La meccanica quantistica non è più fantascienza: ecco come sta cambiando tutto
La meccanica quantistica ha smesso da un pezzo di essere quella teoria astrusa che faceva litigare i fisici nei corridoi delle università. Quello che un secolo fa sembrava un rompicapo filosofico, buono al massimo per animare discussioni accademiche, oggi è il motore di tecnologie che toccano la vita di chiunque. Dai laser che leggono i codici a barre al supermercato fino ai sistemi di comunicazione ultrasicuri, passando per i primi prototipi di computer quantistici, il salto è stato enorme. E secondo i ricercatori, la parte più sorprendente potrebbe ancora arrivare.
A rimettere insieme i pezzi di questa storia straordinaria ci ha pensato il dottor Marlan Scully, della Texas A&M University, in un articolo pubblicato sulla rivista Science.

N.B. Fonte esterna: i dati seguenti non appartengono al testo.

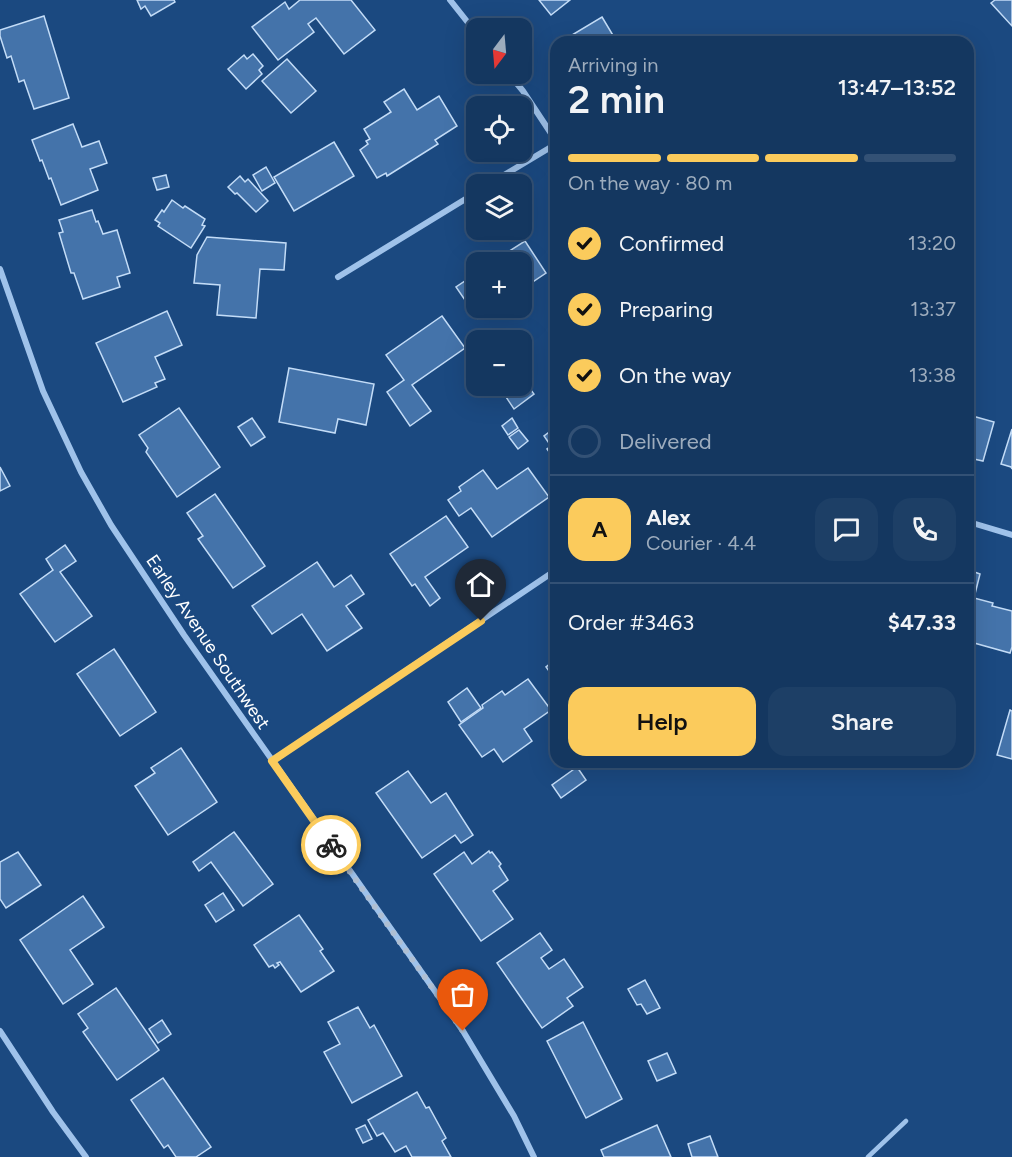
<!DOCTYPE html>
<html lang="en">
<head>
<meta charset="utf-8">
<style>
	:root { --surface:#143760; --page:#1d3f66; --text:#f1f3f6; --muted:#9dacbd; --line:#335175; --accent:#fbcb5c }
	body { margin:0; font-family:Figtree,sans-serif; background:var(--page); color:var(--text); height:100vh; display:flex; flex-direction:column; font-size:22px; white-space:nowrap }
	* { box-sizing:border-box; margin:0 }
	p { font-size:20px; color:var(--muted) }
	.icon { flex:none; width:33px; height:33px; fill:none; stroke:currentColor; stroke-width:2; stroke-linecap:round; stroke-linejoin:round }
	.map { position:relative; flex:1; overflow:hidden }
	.side { position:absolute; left:550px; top:36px; width:424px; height:732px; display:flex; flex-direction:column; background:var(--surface); border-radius:18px; box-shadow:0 6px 24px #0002,0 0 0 2px var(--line) }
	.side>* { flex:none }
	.needle { width:39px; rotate:196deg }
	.controls { position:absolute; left:466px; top:18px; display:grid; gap:12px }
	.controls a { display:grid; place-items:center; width:66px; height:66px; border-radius:12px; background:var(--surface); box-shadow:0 6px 24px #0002,0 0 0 2px var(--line); font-size:30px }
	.pin { position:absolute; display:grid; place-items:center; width:51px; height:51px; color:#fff; margin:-62px -26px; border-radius:50% 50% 50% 0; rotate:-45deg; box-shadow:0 0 6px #0007 }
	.pin .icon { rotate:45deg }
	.courier { position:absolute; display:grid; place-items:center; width:60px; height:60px; margin:-30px; border:4px solid #fbcb5c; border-radius:50%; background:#fff; color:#222; box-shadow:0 2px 8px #0007 }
	.headline em { font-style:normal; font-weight:600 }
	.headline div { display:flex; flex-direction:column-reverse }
	.headline { display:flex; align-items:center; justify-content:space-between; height:102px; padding:0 18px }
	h1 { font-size:39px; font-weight:600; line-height:45px }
	.bar { display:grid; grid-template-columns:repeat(4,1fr); gap:9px 6px; align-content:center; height:72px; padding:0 18px }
	.bar i { height:8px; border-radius:4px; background:var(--line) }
	.bar .on { background:var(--accent) }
	.bar p { grid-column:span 4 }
	.line { display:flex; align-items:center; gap:15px; padding:0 18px; border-top:2px solid var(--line) }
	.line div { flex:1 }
	.round { display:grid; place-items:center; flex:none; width:63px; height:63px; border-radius:18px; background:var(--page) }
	ol { padding:0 18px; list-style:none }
	li { display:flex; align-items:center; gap:18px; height:66px }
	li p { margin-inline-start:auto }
	li .icon { padding:6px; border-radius:50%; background:var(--accent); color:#111; stroke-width:4 }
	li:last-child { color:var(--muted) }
	li i { width:33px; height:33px; border:3px solid var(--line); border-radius:50% }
	.cta { display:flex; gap:12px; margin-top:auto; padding:12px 18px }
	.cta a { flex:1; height:69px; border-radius:18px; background:var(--accent); color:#111; font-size:24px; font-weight:600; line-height:69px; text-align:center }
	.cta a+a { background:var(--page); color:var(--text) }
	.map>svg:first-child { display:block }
	.building { fill:#4473aa; stroke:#c3dcf7; stroke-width:1.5 }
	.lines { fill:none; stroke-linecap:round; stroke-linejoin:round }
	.lane { stroke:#9fc2ea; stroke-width:4.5 }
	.street { stroke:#9fc2ea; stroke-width:6 }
	.done { stroke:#afbfd3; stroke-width:6; stroke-dasharray:0 10.8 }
	.route { stroke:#fbcb5c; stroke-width:8 }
	.labels { text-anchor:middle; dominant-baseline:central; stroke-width:4.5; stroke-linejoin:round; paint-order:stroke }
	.street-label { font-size:18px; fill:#fff; stroke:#1b4980 }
</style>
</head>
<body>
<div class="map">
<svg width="1012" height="1157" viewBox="0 0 1012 1157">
	<rect width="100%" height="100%" fill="#1b4980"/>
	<!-- building -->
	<g class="building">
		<path d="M137,0H174L175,2L151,16L145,6L141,9Z"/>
		<path d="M300,0H351L375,30L344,54L316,18L308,24L314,32L278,60L252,27L285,2L289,9Z"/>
		<path d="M539,0H570L551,15Z"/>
		<path d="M995,0H1012V26L991,3Z"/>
		<path d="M44,16L69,98L34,109L24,80L19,82L11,56L7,58L0,36V30Z"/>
		<path d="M602,17L617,42H570L567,38Z"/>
		<path d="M253,54L263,66L259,70L262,74L246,89L228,69L244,55L247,59Z"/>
		<path d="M287,59L316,91L291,113L262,81Z"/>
		<path d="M404,89L417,110L439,96L457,126L435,140L438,144L387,176L386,173L377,178L360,150L368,144L366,141L370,139L364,129L391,112L384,102Z"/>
		<path d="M73,124L82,147L99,141L107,163L90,169L98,190L61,205L51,178L49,179L42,160L40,161L32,140Z"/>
		<path d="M334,142L354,176L294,211L274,177Z"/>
		<path d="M266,167L275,183L262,191L253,175Z"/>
		<path d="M166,175L169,187L157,190L153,178Z"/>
		<path d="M240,176L245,182L248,179L268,201L256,212L237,193L235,194L228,187Z"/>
		<path d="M172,200L183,208L185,206L205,219L202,225L205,226L191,248L158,226L160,223L155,220L162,210L164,212Z"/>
		<path d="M92,210L96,222L98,221L103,234L117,230L130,273L117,277L120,287L83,299L74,273H71L59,233L63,232L59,220Z"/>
		<path d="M207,237L286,243L284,270L260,269L256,318L217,315L220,285L194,283L197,255Z"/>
		<path d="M525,241L546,273L522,289V262H492Z"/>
		<path d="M477,273V308H495L478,319L456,287Z"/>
		<path d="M167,311L182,345L155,357L165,379L155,383L157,387L123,402L96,343Z"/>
		<path d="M442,316L465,348L412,385L431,411L410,426L387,392L404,380L386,355Z"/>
		<path d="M289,368L374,384L366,425L338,419L335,433L279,422Z"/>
		<path d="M525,382L534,394L514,409L506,397Z"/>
		<path d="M179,408L220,467L177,497L146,452L148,448L139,435Z"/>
		<path d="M969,415L994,422L983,461L969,458Z"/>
		<path d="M252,418L265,437L251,446L238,427Z"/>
		<path d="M512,418L518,428L508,435L502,426Z"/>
		<path d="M556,427V462L547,449L551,446L544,436Z"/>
		<path d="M1012,429V469L1011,467L1001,464Z"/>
		<path d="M519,430L528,441L518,449L509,437Z"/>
		<path d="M0,467L10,486L0,491Z"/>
		<path d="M528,468L549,497L492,537L471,508L459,516L448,500L461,491L459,487L483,470L497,489Z"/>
		<path d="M215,494L265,566L233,588L198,539L203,536L187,513Z"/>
		<path d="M446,516L468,547L425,577L440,598L430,606L415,584L412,586L390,554Z"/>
		<path d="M65,545L76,561L60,572L92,616L55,642L20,594L53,570L46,559Z"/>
		<path d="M317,562L334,587L351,575L364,594L346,606L362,628L327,651L302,614L272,634L252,606Z"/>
		<path d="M969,570L980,574L974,598L993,603L992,606L1012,611V647L1010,653L974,643L970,657H969Z"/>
		<path d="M114,649L156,712L120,736L77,674Z"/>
		<path d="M556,659V681L546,667Z"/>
		<path d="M528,679L551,710L524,729L532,741L503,762L494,749L482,757L459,725L483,708L482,705L502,691L505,695Z"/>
		<path d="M467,688L481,708L461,722L448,702Z"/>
		<path d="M1010,710L1012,711V759L997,755Z"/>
		<path d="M181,748L217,802L168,835L135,786L155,773L151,768Z"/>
		<path d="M577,767L586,780L561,798L552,785Z"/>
		<path d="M408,771L431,803L446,793L473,835L461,843L455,835L422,858L376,793Z"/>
		<path d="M234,832L273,884L243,906L211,862L199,871L193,862Z"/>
		<path d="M489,851L490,853L492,852L501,864L499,866L508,880L493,891L513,919L481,941L434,874L464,852L472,864Z"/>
		<path d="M18,852L41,885L6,908L0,899V862Z"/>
		<path d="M223,893L234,910L216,922L205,905Z"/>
		<path d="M83,896L104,927L70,950L93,984L63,1004L20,940Z"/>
		<path d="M299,915L323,949L320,951L334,971L301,992L280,962L277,963L279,965L275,968L273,965L269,967L254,945Z"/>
		<path d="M540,933L552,950L541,958L549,969L564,959L583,987L567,998L573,1006L542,1028L497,963Z"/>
		<path d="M645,980L660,1008L647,1014L641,1004L637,1005L628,989Z"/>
		<path d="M116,988L159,1050L117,1080L83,1032L88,1028L78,1014Z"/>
		<path d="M358,1007L370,1028L374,1025L402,1076L352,1103L324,1052L340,1044L328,1022Z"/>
		<path d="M162,1020L171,1034L158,1043L149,1029Z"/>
		<path d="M583,1022L622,1099L586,1118L547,1041Z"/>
		<path d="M667,1053L676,1073L657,1081L648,1061Z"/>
		<path d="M163,1078L211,1147L196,1157H176L168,1145L164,1148L131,1100Z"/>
		<path d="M417,1092L426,1108L429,1107L446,1138L442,1141L451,1157H412L406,1146L395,1152L383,1133L377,1136L368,1120Z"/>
		<path d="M365,1125L372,1139L363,1143L356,1129Z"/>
		<path d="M657,1125L671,1157H604L601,1150Z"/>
		<path d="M710,1136L718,1157H692L688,1144Z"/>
	</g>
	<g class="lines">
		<!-- lane -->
		<path class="lane" d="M868,1157L906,1121"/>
		<!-- street -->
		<g class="street">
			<path d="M450,0L477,34"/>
			<path d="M509,74L523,91L556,141"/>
			<path d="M489,184L556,144"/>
			<path d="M0,269L43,391L81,472L111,525L184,635L463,1031L514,1116L534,1157"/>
			<path d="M338,277L477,192"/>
			<path d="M969,522L1012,535"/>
			<path d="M272,761L556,570"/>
			<path d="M0,1031L53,1112L86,1157"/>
		</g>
	</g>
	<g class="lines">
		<!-- done -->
		<path class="done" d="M331,845L463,1031"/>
		<!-- route -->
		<path class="route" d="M331,845L272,761L481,621"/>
	</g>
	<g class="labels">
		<!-- street labels -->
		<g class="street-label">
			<text transform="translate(208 642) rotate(56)">Earley Avenue Southwest</text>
		</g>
	</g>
</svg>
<div class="controls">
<a><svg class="needle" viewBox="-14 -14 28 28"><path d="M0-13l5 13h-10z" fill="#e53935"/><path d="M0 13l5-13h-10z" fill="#9dacbd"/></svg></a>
<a><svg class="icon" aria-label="locate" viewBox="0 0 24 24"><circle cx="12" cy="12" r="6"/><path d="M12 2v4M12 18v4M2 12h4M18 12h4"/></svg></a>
<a><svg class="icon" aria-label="layers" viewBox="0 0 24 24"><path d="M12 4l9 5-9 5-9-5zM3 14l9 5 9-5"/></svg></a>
<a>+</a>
<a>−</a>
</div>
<div class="pin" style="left:463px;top:1031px;background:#ea580c"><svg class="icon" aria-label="bag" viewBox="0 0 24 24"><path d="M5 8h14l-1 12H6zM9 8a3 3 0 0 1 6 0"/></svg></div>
<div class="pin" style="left:481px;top:621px;background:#1f2937"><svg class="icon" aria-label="home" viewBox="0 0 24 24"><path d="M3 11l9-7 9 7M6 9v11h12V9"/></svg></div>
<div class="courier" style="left:331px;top:845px"><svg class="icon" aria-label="bike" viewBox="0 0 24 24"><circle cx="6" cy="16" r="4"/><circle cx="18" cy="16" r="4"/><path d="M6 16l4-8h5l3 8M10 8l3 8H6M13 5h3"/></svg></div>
<section class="side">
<div class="headline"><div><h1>2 min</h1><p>Arriving in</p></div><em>13:47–13:52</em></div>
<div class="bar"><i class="on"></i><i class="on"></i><i class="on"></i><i></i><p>On the way · 80 m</p></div>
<ol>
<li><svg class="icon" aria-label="check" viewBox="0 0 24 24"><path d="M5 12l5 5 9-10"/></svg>Confirmed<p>13:20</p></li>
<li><svg class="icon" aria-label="check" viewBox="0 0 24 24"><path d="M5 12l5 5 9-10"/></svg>Preparing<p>13:37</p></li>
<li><svg class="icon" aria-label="check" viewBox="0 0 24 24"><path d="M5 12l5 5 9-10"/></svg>On the way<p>13:38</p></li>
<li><i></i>Delivered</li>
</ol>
<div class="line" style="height:108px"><b class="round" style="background:var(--accent);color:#111">A</b><div><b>Alex</b><p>Courier · 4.4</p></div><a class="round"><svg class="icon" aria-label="chat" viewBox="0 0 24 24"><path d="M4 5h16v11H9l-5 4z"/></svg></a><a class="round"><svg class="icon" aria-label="phone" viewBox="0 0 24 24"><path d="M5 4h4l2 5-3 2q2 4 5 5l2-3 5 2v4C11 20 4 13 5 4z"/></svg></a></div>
<div class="line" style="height:78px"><div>Order #3463</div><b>$47.33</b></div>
<div class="cta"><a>Help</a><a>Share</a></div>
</section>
</div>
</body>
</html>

Scully non è uno qualunque: ha co-scritto il manuale Quantum Optics, un testo che ha formato generazioni di fisici, e ha contribuito in prima persona allo sviluppo della spettroscopia laser su scala nanometrica. La sua riflessione parte da lontano, dal famoso paradosso del gatto di Schrödinger proposto nel 1935, quell’esperimento mentale in cui un gatto poteva essere contemporaneamente vivo e morto. Un’idea nata per mostrare quanto fosse bizzarra la meccanica quantistica. Oggi quella bizzarria è diventata il fondamento della crittografia quantistica e della rilevazione delle onde gravitazionali.
Dalla coerenza quantistica ai motori che sfidano la termodinamica classica
Uno dei concetti chiave che ha reso possibile tutto questo è la coerenza quantistica, quel fenomeno per cui particelle come atomi e fotoni restano coordinate tra loro anche a distanze notevoli. È grazie a questo principio che sono nati i laser, una tecnologia che inizialmente molti ritenevano irrealizzabile. Strettamente legato alla coerenza c’è poi l’entanglement quantistico, quella connessione istantanea tra particelle che Einstein definì con una certa diffidenza “azione spettrale a distanza”. Eppure proprio l’entanglement oggi rende possibili sistemi di crittografia praticamente inviolabili e migliora la sensibilità di strumenti come il LIGO, l’osservatorio che cattura increspature nello spaziotempo.
Ma la meccanica quantistica sta riscrivendo regole anche in campi insospettabili. Scully e altri ricercatori stanno esplorando i motori termici quantistici, dispositivi che sfruttando la coerenza potrebbero superare il cosiddetto limite di Carnot, il tetto massimo di efficienza imposto dalla termodinamica classica. Significa, in parole povere, che le leggi della fisica classica potrebbero non essere l’ultima parola quando si entra nel territorio quantistico.
Biologia, gravità e turbolenze: i nuovi confini della meccanica quantistica
L’influenza della meccanica quantistica ormai va ben oltre la fisica pura. In ambito biologico, tecniche come la spettroscopia Raman coerente permettono di studiare virus e strutture molecolari con una precisione fino a poco tempo fa impensabile. Sul fronte della fisica fondamentale, intere comunità di scienziati stanno cercando di riconciliare la meccanica quantistica con la relatività di Einstein, uno dei problemi aperti più ostinati della scienza moderna. C’è chi lavora sulla teoria delle stringhe, chi sulla gravità quantistica.
E poi c’è un’applicazione che nessuno si aspetterebbe: la turbolenza. Quel moto caotico di aria e fluidi che influenza il meteo, il clima e la sicurezza dei voli. Studiando l’elio superfluido, una sostanza che si comporta in modo quantistico molto particolare, i ricercatori stanno trovando schemi utili per migliorare i modelli climatici e le previsioni di tempeste.
La domanda che resta, a questo punto, è quasi ovvia: cosa ci riserva il prossimo secolo di scoperte quantistiche? La gravità può essere quantizzata? I computer quantistici rivoluzioneranno davvero la medicina? Come ha detto Scully, all’inizio del Novecento molti pensavano che la fisica fosse completa. Oggi sappiamo che l’avventura è appena cominciata.